Exercise brief —
The pictures do not belong in the copy. Restate all of the records word for word.

Data to process —
BEGIN

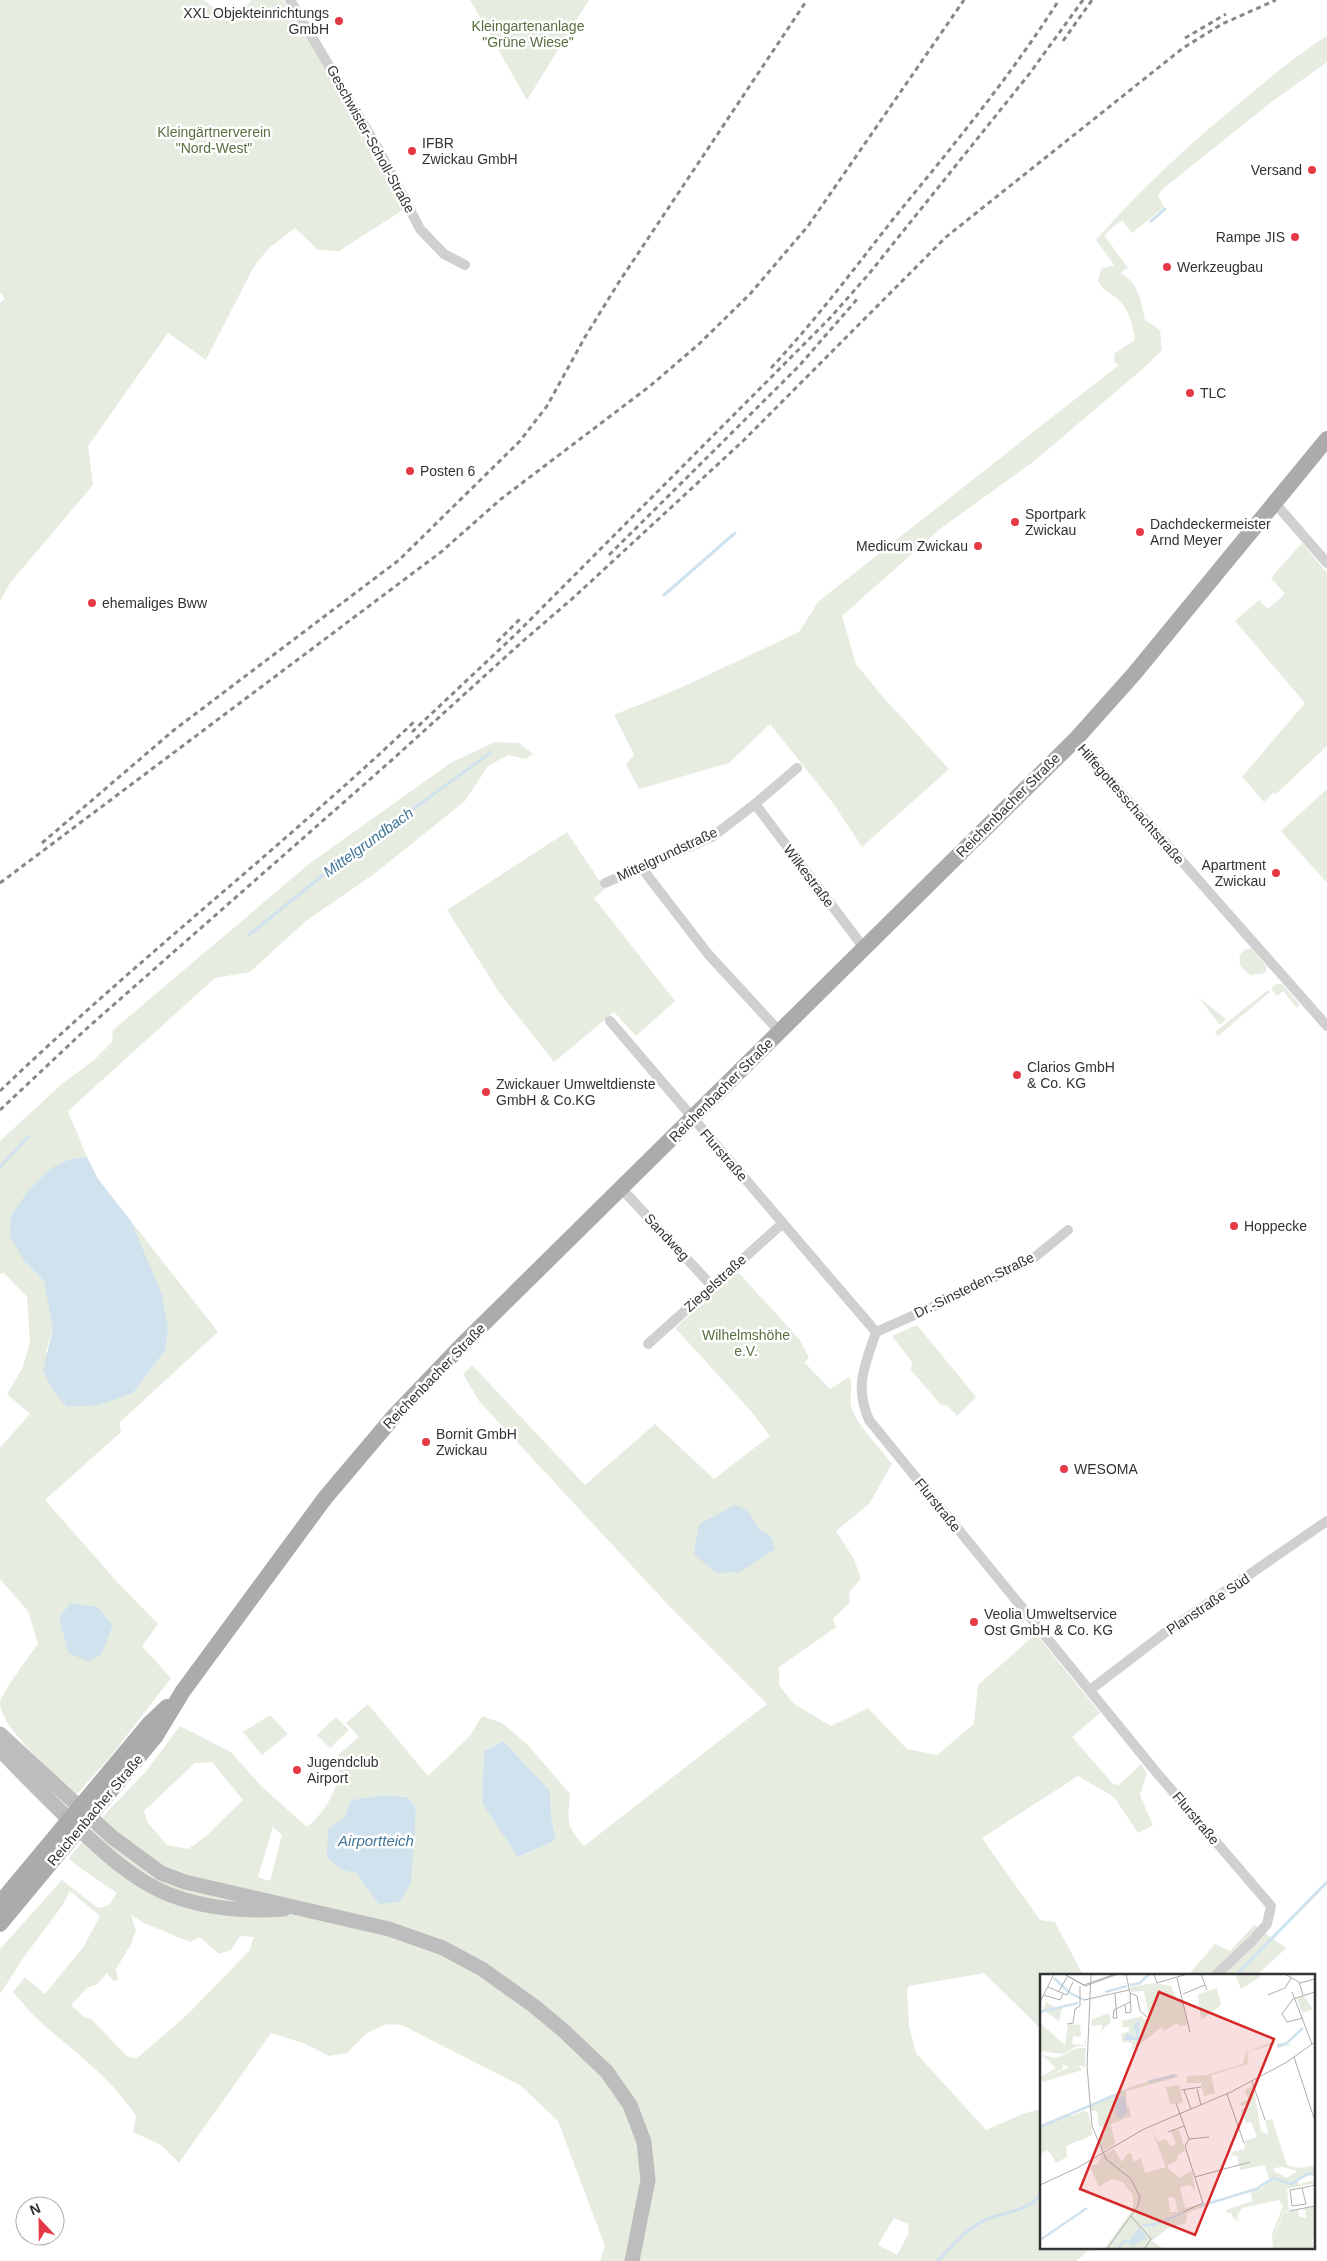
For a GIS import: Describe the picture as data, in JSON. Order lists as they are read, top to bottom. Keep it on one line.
{"streets":{"main road":["Reichenbacher Straße"],"street":["Geschwister-Scholl-Straße","Hilfegottesschachtstraße","Mittelgrundstraße","Wilkestraße","Flurstraße","Sandweg","Ziegelstraße","Dr.-Sinsteden-Straße","Planstraße Süd"]},"crossings":[["Hilfegottesschachtstraße","Reichenbacher Straße"],["Reichenbacher Straße","Wilkestraße"],["Reichenbacher Straße","Flurstraße"],["Reichenbacher Straße","Sandweg"],["Mittelgrundstraße","Wilkestraße"],["Flurstraße","Ziegelstraße"],["Flurstraße","Dr.-Sinsteden-Straße"],["Flurstraße","Planstraße Süd"],["Sandweg","Ziegelstraße"]],"water":["Mittelgrundbach","Airportteich"],"parks":["Kleingartenanlage \"Grüne Wiese\"","Kleingärtnerverein \"Nord-West\"","Wilhelmshöhe e.V."],"places":["XXL Objekteinrichtungs GmbH","IFBR Zwickau GmbH","Versand","Rampe JIS","Werkzeugbau","TLC","Posten 6","Sportpark Zwickau","Dachdeckermeister Arnd Meyer","Medicum Zwickau","ehemaliges Bww","Apartment Zwickau","Clarios GmbH & Co. KG","Zwickauer Umweltdienste GmbH & Co.KG","Hoppecke","Bornit GmbH Zwickau","WESOMA","Veolia Umweltservice Ost GmbH & Co. KG","Jugendclub Airport"],"north":"top"}
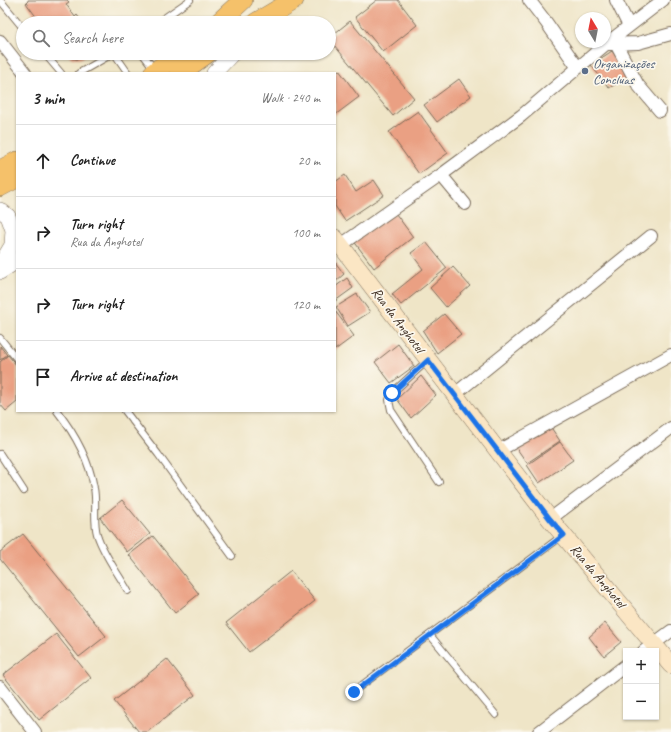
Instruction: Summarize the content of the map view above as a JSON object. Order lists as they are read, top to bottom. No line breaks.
{"streets":{"main road":["Rua da Anghotel"]},"places":["Organizações Concluas"],"north":"top","page":{"search":"Search here","heading":["3 min","Walk · 240 m"],"list":[["Continue","20 m"],["Turn right","Rua da Anghotel","100 m"],["Turn right","120 m"],"Arrive at destination"],"map_buttons":["+","−"]}}
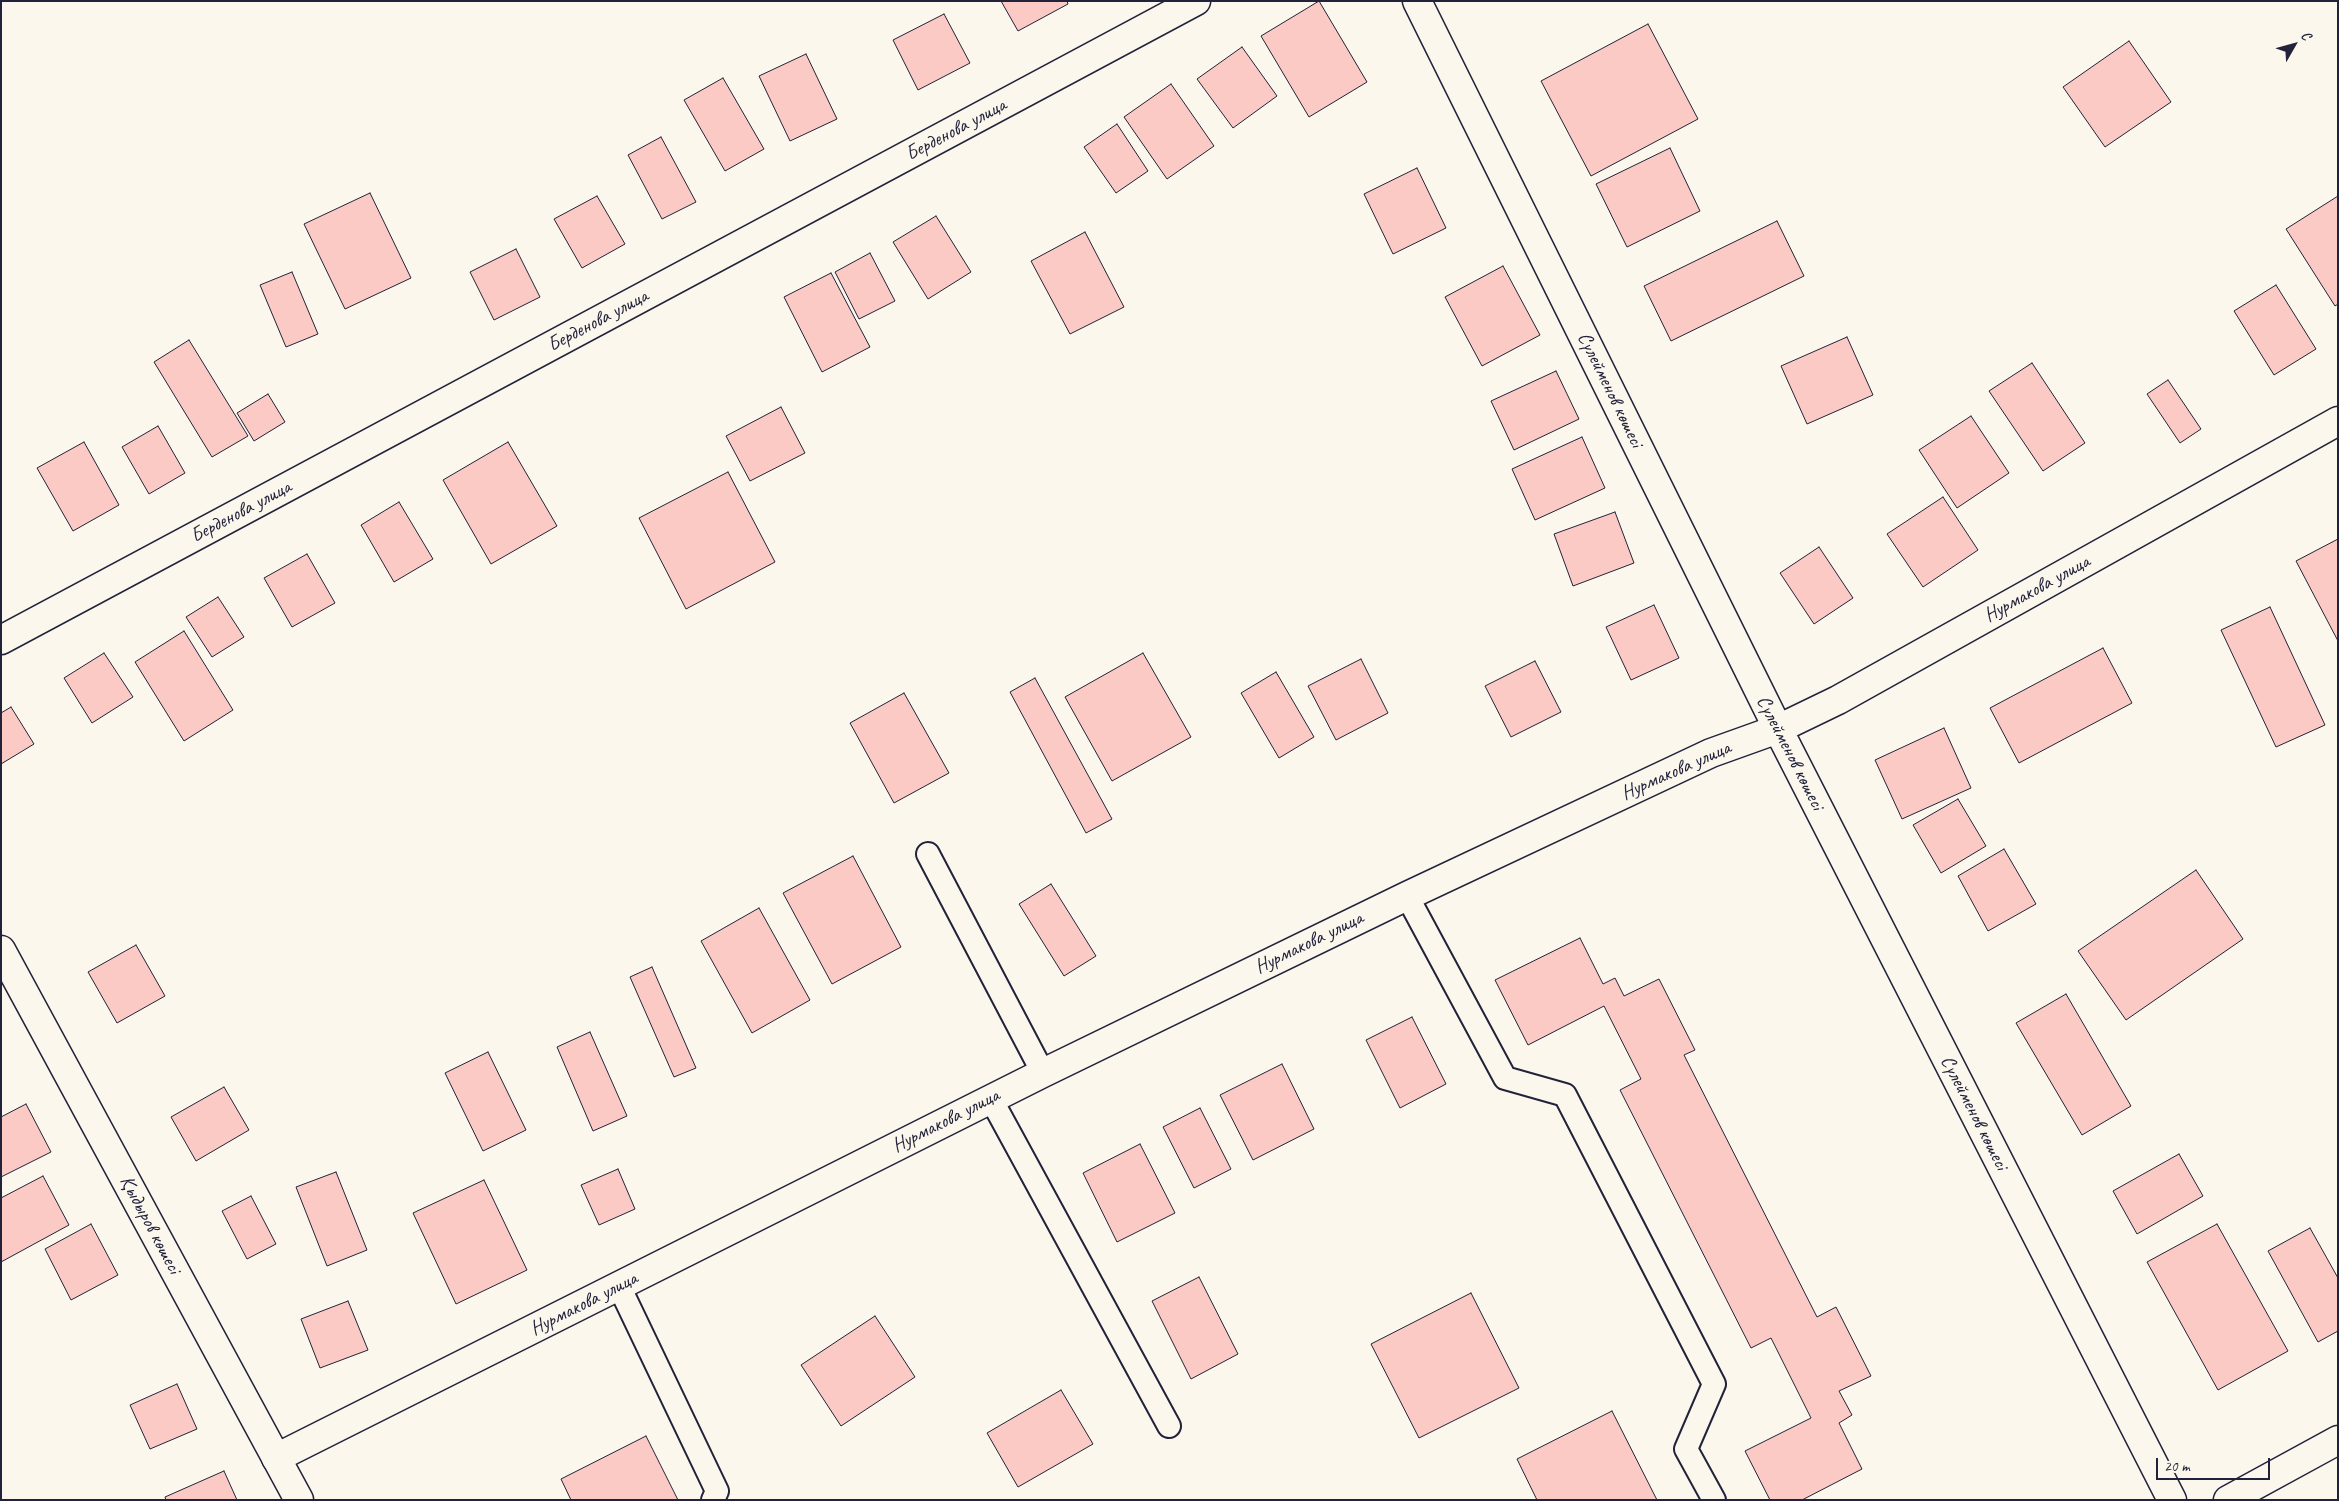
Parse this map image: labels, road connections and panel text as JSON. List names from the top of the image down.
{
  "streets": {
    "street": [
      "Берденова улица",
      "Сүлейменов көшесі",
      "Нурмакова улица",
      "Қыдыров көшесі"
    ]
  },
  "crossings": [
    ["Сүлейменов көшесі", "Нурмакова улица"],
    ["Нурмакова улица", "Қыдыров көшесі"]
  ],
  "scale_bar": "20 m",
  "north": "top right"
}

END

Task output —
For a GIS import: Describe the picture as data, in JSON. Order lists as they are read, top to bottom. Keep it on one line.
{"streets":{"main road":["Reichenbacher Straße"],"street":["Geschwister-Scholl-Straße","Hilfegottesschachtstraße","Mittelgrundstraße","Wilkestraße","Flurstraße","Sandweg","Ziegelstraße","Dr.-Sinsteden-Straße","Planstraße Süd"]},"crossings":[["Hilfegottesschachtstraße","Reichenbacher Straße"],["Reichenbacher Straße","Wilkestraße"],["Reichenbacher Straße","Flurstraße"],["Reichenbacher Straße","Sandweg"],["Mittelgrundstraße","Wilkestraße"],["Flurstraße","Ziegelstraße"],["Flurstraße","Dr.-Sinsteden-Straße"],["Flurstraße","Planstraße Süd"],["Sandweg","Ziegelstraße"]],"water":["Mittelgrundbach","Airportteich"],"parks":["Kleingartenanlage \"Grüne Wiese\"","Kleingärtnerverein \"Nord-West\"","Wilhelmshöhe e.V."],"places":["XXL Objekteinrichtungs GmbH","IFBR Zwickau GmbH","Versand","Rampe JIS","Werkzeugbau","TLC","Posten 6","Sportpark Zwickau","Dachdeckermeister Arnd Meyer","Medicum Zwickau","ehemaliges Bww","Apartment Zwickau","Clarios GmbH & Co. KG","Zwickauer Umweltdienste GmbH & Co.KG","Hoppecke","Bornit GmbH Zwickau","WESOMA","Veolia Umweltservice Ost GmbH & Co. KG","Jugendclub Airport"],"north":"top"}
Instruction: Summarize the content of the map view above as a JSON object. Order lists as they are read, top to bottom. No line breaks.
{"streets":{"main road":["Rua da Anghotel"]},"places":["Organizações Concluas"],"north":"top","page":{"search":"Search here","heading":["3 min","Walk · 240 m"],"list":[["Continue","20 m"],["Turn right","Rua da Anghotel","100 m"],["Turn right","120 m"],"Arrive at destination"],"map_buttons":["+","−"]}}
Parse this map image: labels, road connections and panel text as JSON. List names from the top of the image down.
{
  "streets": {
    "street": [
      "Берденова улица",
      "Сүлейменов көшесі",
      "Нурмакова улица",
      "Қыдыров көшесі"
    ]
  },
  "crossings": [
    ["Сүлейменов көшесі", "Нурмакова улица"],
    ["Нурмакова улица", "Қыдыров көшесі"]
  ],
  "scale_bar": "20 m",
  "north": "top right"
}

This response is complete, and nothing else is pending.